One of the studies I discussed during my presentation looked at American Society of Anesthesiologists (ASA) physical status classification system grade and death rates post hip fracture surgery using data from the UK hip fracture registry.2 They demonstrated that even the most frail and unwell patients (ASA 4 and 5) largely survived the first few days after surgery. They concluded that operative management would still help manage pain in these patients, despite the guarded prognosis. I tend to fall into this category of thinking, to be honest. I thought the authors of this paper put it beautifully when they said, ‘… we must not underestimate the benefit of surgery, even for dying patients, which can allow them to spend their final days in comfort and dignity’.

You touched on frailty in your presentation. What preventative measures can individuals and families engage in to mitigate this?
Frailty is a physiological decline, associated with ageing, that results in a state of vulnerability. Unsurprisingly, patients who suffer a hip fracture and are also frail have worse outcomes. The latest Hip Fracture Clinical Care Standard recommends that we screen all hip fracture patients for frailty on admission. Once we identify frailty, it is important we create individualised care plans for these patients to prevent deterioration and minimise the risk of hospital-related harms.

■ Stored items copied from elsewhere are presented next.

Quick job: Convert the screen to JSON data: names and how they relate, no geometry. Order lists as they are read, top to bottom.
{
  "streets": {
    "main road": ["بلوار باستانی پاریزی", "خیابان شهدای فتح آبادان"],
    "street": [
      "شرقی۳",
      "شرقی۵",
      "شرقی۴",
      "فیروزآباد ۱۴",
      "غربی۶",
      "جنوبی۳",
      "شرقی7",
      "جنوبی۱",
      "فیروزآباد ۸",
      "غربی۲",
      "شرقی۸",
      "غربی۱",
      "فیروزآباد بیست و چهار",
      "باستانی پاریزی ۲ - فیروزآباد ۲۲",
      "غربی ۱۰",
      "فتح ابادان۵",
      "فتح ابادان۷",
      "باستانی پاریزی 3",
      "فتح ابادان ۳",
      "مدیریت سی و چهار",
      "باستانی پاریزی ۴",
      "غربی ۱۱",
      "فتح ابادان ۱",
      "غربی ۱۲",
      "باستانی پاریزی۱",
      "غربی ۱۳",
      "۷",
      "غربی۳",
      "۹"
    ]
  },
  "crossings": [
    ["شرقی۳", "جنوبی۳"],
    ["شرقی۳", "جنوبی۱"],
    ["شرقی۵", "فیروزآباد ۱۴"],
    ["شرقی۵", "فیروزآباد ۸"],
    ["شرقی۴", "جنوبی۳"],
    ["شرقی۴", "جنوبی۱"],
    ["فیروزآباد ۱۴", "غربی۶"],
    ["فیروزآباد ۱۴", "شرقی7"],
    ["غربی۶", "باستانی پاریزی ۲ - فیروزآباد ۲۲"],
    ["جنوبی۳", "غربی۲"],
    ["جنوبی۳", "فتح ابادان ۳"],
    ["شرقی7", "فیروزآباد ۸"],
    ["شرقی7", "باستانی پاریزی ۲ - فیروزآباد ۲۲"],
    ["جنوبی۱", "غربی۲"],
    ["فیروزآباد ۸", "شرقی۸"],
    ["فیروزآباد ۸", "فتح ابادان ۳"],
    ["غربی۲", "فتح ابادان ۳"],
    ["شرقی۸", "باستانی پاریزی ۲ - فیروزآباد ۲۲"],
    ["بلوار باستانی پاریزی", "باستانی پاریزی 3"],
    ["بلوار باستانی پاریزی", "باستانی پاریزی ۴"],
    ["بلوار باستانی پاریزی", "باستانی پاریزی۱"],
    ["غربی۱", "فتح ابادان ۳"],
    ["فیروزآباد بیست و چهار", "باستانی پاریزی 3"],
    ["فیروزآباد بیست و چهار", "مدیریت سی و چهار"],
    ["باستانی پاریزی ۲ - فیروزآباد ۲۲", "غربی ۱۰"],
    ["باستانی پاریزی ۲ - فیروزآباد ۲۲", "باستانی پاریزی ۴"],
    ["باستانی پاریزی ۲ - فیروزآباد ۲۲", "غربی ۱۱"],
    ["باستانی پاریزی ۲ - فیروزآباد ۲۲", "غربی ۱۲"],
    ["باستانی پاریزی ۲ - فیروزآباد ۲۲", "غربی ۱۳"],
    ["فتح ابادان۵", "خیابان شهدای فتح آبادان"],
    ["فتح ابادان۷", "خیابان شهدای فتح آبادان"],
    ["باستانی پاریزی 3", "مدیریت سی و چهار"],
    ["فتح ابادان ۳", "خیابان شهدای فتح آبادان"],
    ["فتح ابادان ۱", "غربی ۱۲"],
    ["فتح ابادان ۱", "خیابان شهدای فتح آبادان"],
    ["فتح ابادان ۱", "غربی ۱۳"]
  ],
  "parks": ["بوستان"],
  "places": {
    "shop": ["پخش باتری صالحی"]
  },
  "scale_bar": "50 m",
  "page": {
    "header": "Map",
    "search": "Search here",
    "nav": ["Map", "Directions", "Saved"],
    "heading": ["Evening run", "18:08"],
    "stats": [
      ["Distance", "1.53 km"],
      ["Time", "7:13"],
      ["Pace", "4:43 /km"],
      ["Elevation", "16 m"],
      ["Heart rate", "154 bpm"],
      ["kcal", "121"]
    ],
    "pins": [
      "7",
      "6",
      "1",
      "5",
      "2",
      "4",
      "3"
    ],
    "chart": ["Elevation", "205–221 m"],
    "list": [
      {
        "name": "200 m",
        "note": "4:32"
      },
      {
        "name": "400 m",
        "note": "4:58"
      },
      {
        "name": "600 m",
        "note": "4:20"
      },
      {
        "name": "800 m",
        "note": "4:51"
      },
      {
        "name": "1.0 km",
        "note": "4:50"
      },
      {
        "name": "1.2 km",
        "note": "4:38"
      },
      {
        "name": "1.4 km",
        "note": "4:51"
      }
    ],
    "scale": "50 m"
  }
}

Preventing frailty is centred around reducing risk factors and encouraging healthy ageing. Recommendations with an evidence base include exercise (especially resistance training), medication rationalisation (as we get older and accumulate prescriptions), remaining up to date on vaccinations, maintaining adequate calorie and protein intake, stopping smoking and excess alcohol intake, and maintaining social connectivity.

You can find more information here: Orthopaedic care using Quality Improvement activities.



References
1.    Investigators HA. Accelerated surgery versus standard care in hip fracture (HIP ATTACK): an international, randomised, controlled trial. Lancet. 2020;395(10225):698-708.
2.    Johansen A, Tsang C, Boulton C, Wakeman R, Moppett I. Understanding mortality rates after hip fracture repair using ASA physical status in the National Hip Fracture Database. Anaesthesia. 2017;72(8):961-6.